## [Prompt]
Pictures appear among the records. Write out all else exactly as it stands.

[Stored data entries]
-.-.-

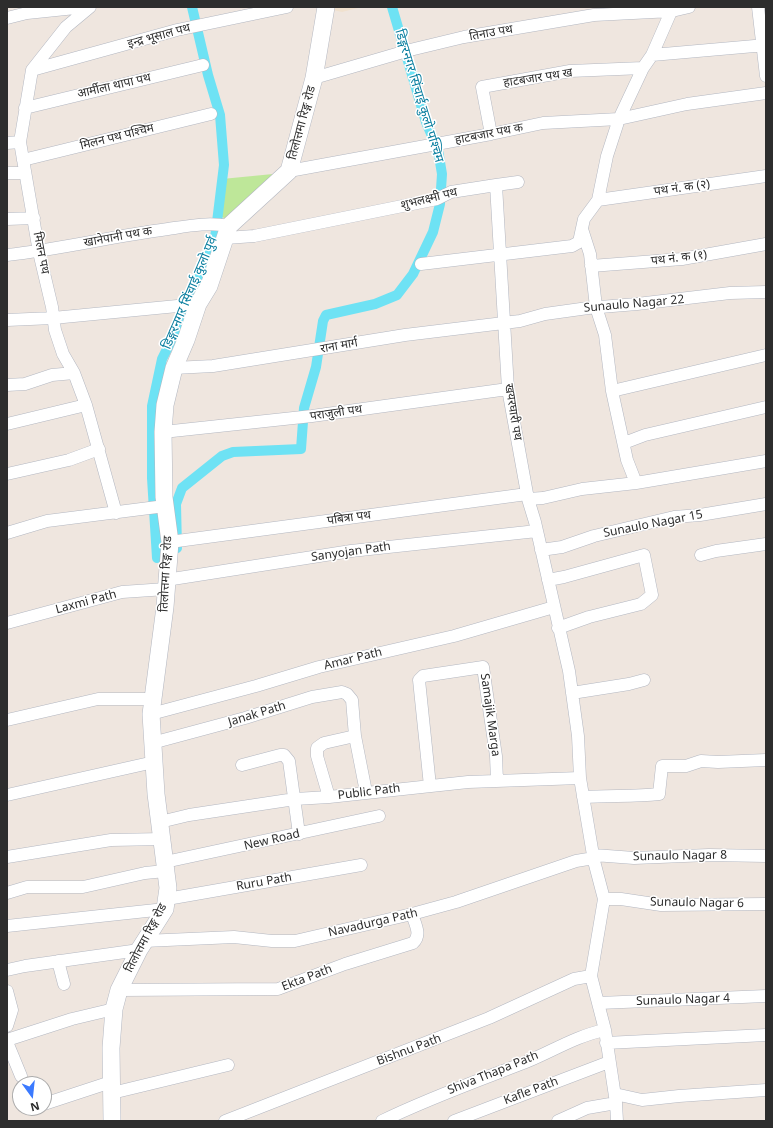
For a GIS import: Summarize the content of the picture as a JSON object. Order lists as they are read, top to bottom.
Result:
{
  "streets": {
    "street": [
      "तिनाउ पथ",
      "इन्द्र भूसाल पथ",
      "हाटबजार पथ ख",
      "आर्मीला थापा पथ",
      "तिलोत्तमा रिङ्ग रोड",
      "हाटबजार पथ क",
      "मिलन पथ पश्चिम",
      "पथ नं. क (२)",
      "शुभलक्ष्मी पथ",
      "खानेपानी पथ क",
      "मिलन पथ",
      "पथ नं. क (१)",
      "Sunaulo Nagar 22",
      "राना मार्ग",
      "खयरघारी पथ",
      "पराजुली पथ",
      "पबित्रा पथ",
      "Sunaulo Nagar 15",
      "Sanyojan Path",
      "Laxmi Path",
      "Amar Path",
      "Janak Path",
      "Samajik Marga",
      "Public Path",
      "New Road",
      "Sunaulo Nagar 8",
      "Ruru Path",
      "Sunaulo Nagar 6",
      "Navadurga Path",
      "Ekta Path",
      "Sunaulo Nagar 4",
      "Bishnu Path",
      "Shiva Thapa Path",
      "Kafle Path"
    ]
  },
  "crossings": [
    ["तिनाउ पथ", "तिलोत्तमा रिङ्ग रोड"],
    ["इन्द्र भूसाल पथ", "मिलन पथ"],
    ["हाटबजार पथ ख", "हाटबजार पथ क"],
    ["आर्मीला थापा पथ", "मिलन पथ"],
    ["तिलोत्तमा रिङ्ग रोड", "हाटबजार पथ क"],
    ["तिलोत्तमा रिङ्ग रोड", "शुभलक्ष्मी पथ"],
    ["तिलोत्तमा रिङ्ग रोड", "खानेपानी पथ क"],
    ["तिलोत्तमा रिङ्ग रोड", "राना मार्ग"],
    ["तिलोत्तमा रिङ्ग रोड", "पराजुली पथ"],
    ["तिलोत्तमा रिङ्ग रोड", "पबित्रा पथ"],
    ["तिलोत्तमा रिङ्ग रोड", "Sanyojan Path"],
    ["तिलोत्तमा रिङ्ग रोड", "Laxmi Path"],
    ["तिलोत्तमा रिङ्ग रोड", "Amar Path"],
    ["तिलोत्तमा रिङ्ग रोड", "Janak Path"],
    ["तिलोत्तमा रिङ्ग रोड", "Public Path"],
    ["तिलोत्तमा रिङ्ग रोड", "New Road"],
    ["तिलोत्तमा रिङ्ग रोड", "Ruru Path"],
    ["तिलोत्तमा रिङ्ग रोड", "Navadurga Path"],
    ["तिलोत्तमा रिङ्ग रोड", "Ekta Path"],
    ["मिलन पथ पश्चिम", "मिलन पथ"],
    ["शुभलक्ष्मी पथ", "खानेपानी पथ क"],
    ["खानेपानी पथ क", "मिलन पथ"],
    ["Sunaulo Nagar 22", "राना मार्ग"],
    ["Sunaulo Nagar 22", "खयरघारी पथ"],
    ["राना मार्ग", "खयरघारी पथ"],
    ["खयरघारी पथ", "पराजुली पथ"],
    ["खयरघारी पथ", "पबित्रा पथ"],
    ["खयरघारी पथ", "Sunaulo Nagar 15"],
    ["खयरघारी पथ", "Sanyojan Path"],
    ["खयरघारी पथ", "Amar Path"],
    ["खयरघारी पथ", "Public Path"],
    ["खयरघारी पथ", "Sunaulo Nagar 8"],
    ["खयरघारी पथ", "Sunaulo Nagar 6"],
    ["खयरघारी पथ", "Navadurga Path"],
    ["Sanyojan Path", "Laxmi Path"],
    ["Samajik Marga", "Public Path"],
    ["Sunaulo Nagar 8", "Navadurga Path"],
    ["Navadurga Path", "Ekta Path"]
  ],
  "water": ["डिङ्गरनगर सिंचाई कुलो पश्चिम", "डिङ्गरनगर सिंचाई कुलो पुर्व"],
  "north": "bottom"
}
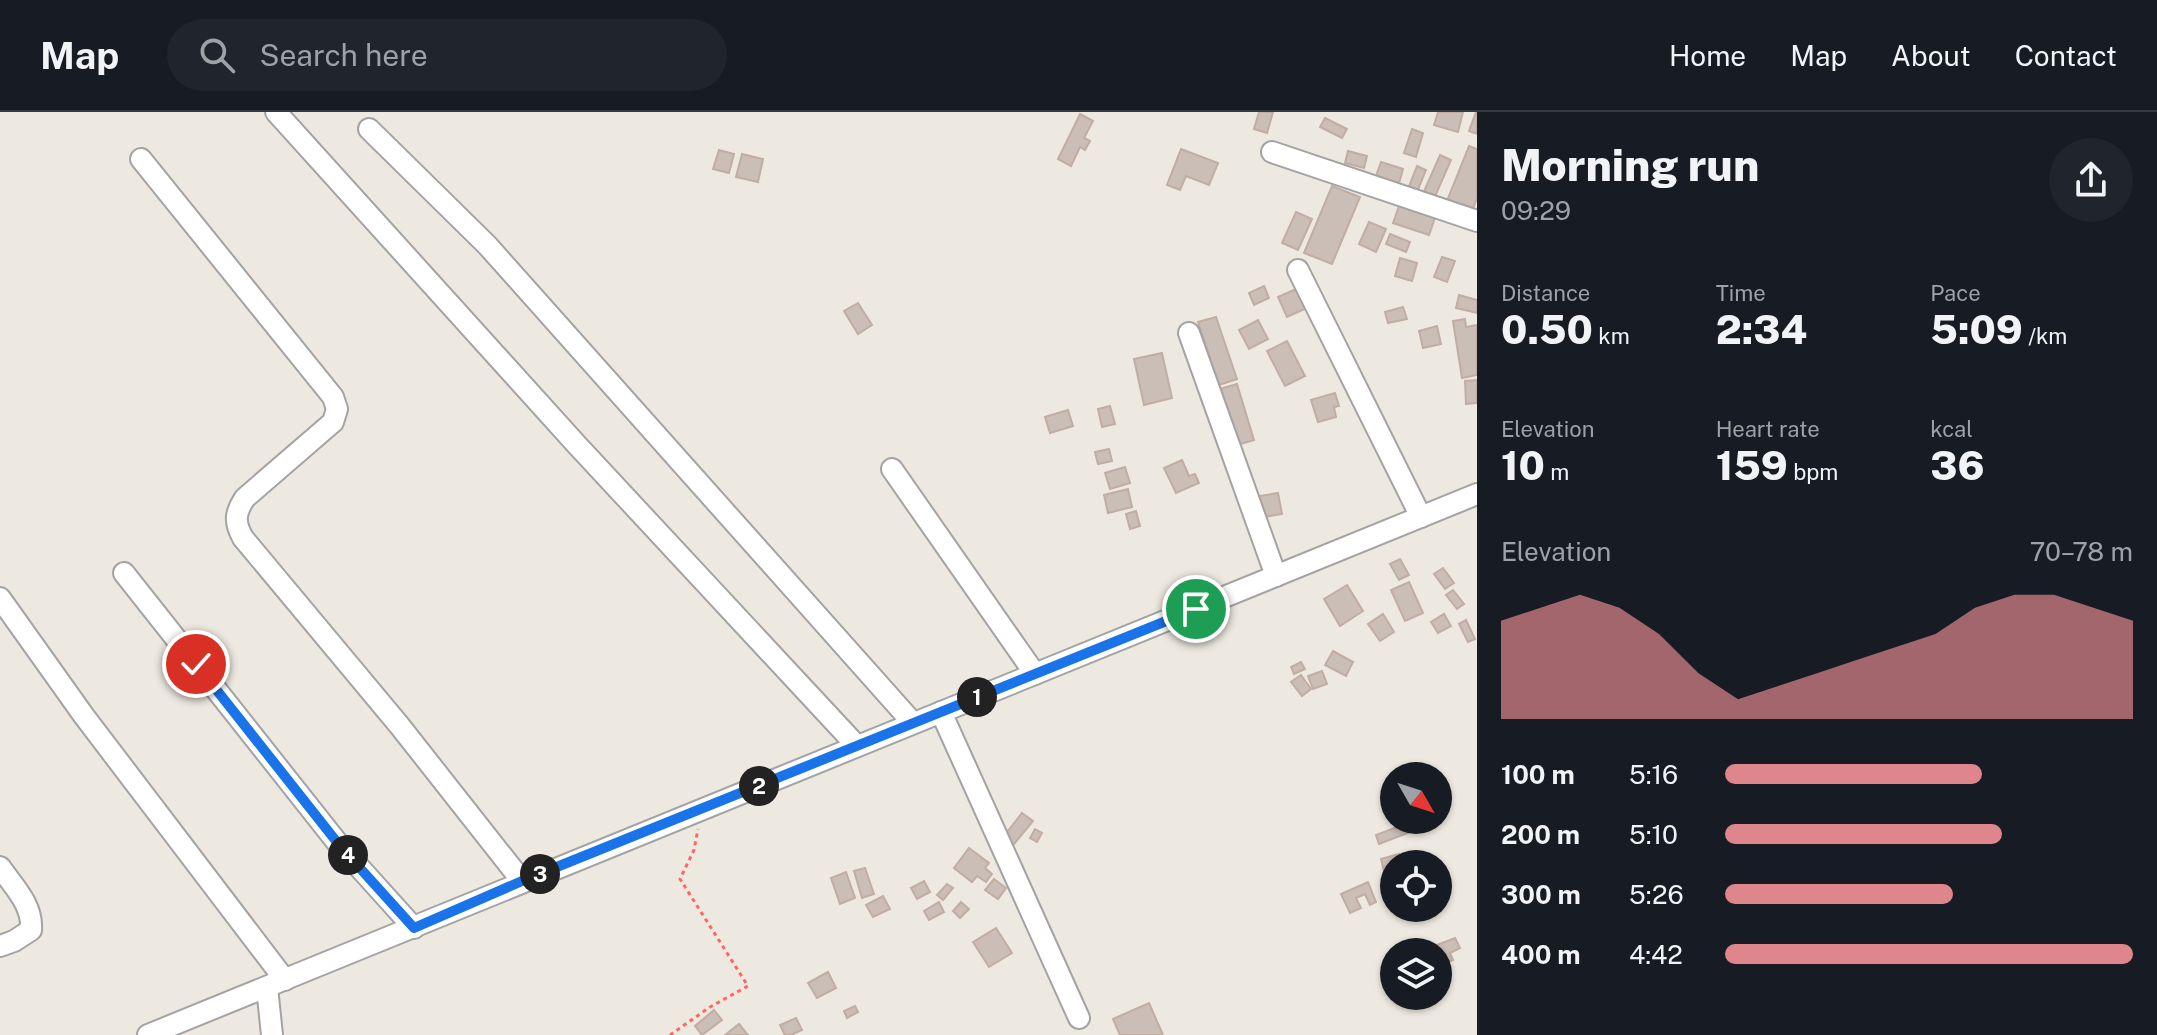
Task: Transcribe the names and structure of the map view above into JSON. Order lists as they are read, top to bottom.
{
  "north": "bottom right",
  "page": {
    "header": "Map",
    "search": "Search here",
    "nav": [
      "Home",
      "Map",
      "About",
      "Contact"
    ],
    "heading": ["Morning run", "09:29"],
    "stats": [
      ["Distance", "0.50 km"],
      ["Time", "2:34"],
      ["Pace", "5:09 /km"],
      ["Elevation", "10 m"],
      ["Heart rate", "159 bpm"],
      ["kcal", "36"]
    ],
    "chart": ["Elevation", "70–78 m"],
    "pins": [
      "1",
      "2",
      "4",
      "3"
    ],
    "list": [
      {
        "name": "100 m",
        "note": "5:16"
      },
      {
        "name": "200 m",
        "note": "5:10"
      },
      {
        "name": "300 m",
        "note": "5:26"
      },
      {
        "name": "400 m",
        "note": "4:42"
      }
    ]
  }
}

-.-.-

## [Solution to this exercise]
For a GIS import: Summarize the content of the picture as a JSON object. Order lists as they are read, top to bottom.
Result:
{
  "streets": {
    "street": [
      "तिनाउ पथ",
      "इन्द्र भूसाल पथ",
      "हाटबजार पथ ख",
      "आर्मीला थापा पथ",
      "तिलोत्तमा रिङ्ग रोड",
      "हाटबजार पथ क",
      "मिलन पथ पश्चिम",
      "पथ नं. क (२)",
      "शुभलक्ष्मी पथ",
      "खानेपानी पथ क",
      "मिलन पथ",
      "पथ नं. क (१)",
      "Sunaulo Nagar 22",
      "राना मार्ग",
      "खयरघारी पथ",
      "पराजुली पथ",
      "पबित्रा पथ",
      "Sunaulo Nagar 15",
      "Sanyojan Path",
      "Laxmi Path",
      "Amar Path",
      "Janak Path",
      "Samajik Marga",
      "Public Path",
      "New Road",
      "Sunaulo Nagar 8",
      "Ruru Path",
      "Sunaulo Nagar 6",
      "Navadurga Path",
      "Ekta Path",
      "Sunaulo Nagar 4",
      "Bishnu Path",
      "Shiva Thapa Path",
      "Kafle Path"
    ]
  },
  "crossings": [
    ["तिनाउ पथ", "तिलोत्तमा रिङ्ग रोड"],
    ["इन्द्र भूसाल पथ", "मिलन पथ"],
    ["हाटबजार पथ ख", "हाटबजार पथ क"],
    ["आर्मीला थापा पथ", "मिलन पथ"],
    ["तिलोत्तमा रिङ्ग रोड", "हाटबजार पथ क"],
    ["तिलोत्तमा रिङ्ग रोड", "शुभलक्ष्मी पथ"],
    ["तिलोत्तमा रिङ्ग रोड", "खानेपानी पथ क"],
    ["तिलोत्तमा रिङ्ग रोड", "राना मार्ग"],
    ["तिलोत्तमा रिङ्ग रोड", "पराजुली पथ"],
    ["तिलोत्तमा रिङ्ग रोड", "पबित्रा पथ"],
    ["तिलोत्तमा रिङ्ग रोड", "Sanyojan Path"],
    ["तिलोत्तमा रिङ्ग रोड", "Laxmi Path"],
    ["तिलोत्तमा रिङ्ग रोड", "Amar Path"],
    ["तिलोत्तमा रिङ्ग रोड", "Janak Path"],
    ["तिलोत्तमा रिङ्ग रोड", "Public Path"],
    ["तिलोत्तमा रिङ्ग रोड", "New Road"],
    ["तिलोत्तमा रिङ्ग रोड", "Ruru Path"],
    ["तिलोत्तमा रिङ्ग रोड", "Navadurga Path"],
    ["तिलोत्तमा रिङ्ग रोड", "Ekta Path"],
    ["मिलन पथ पश्चिम", "मिलन पथ"],
    ["शुभलक्ष्मी पथ", "खानेपानी पथ क"],
    ["खानेपानी पथ क", "मिलन पथ"],
    ["Sunaulo Nagar 22", "राना मार्ग"],
    ["Sunaulo Nagar 22", "खयरघारी पथ"],
    ["राना मार्ग", "खयरघारी पथ"],
    ["खयरघारी पथ", "पराजुली पथ"],
    ["खयरघारी पथ", "पबित्रा पथ"],
    ["खयरघारी पथ", "Sunaulo Nagar 15"],
    ["खयरघारी पथ", "Sanyojan Path"],
    ["खयरघारी पथ", "Amar Path"],
    ["खयरघारी पथ", "Public Path"],
    ["खयरघारी पथ", "Sunaulo Nagar 8"],
    ["खयरघारी पथ", "Sunaulo Nagar 6"],
    ["खयरघारी पथ", "Navadurga Path"],
    ["Sanyojan Path", "Laxmi Path"],
    ["Samajik Marga", "Public Path"],
    ["Sunaulo Nagar 8", "Navadurga Path"],
    ["Navadurga Path", "Ekta Path"]
  ],
  "water": ["डिङ्गरनगर सिंचाई कुलो पश्चिम", "डिङ्गरनगर सिंचाई कुलो पुर्व"],
  "north": "bottom"
}
Task: Transcribe the names and structure of the map view above into JSON. Order lists as they are read, top to bottom.
{
  "north": "bottom right",
  "page": {
    "header": "Map",
    "search": "Search here",
    "nav": [
      "Home",
      "Map",
      "About",
      "Contact"
    ],
    "heading": ["Morning run", "09:29"],
    "stats": [
      ["Distance", "0.50 km"],
      ["Time", "2:34"],
      ["Pace", "5:09 /km"],
      ["Elevation", "10 m"],
      ["Heart rate", "159 bpm"],
      ["kcal", "36"]
    ],
    "chart": ["Elevation", "70–78 m"],
    "pins": [
      "1",
      "2",
      "4",
      "3"
    ],
    "list": [
      {
        "name": "100 m",
        "note": "5:16"
      },
      {
        "name": "200 m",
        "note": "5:10"
      },
      {
        "name": "300 m",
        "note": "5:26"
      },
      {
        "name": "400 m",
        "note": "4:42"
      }
    ]
  }
}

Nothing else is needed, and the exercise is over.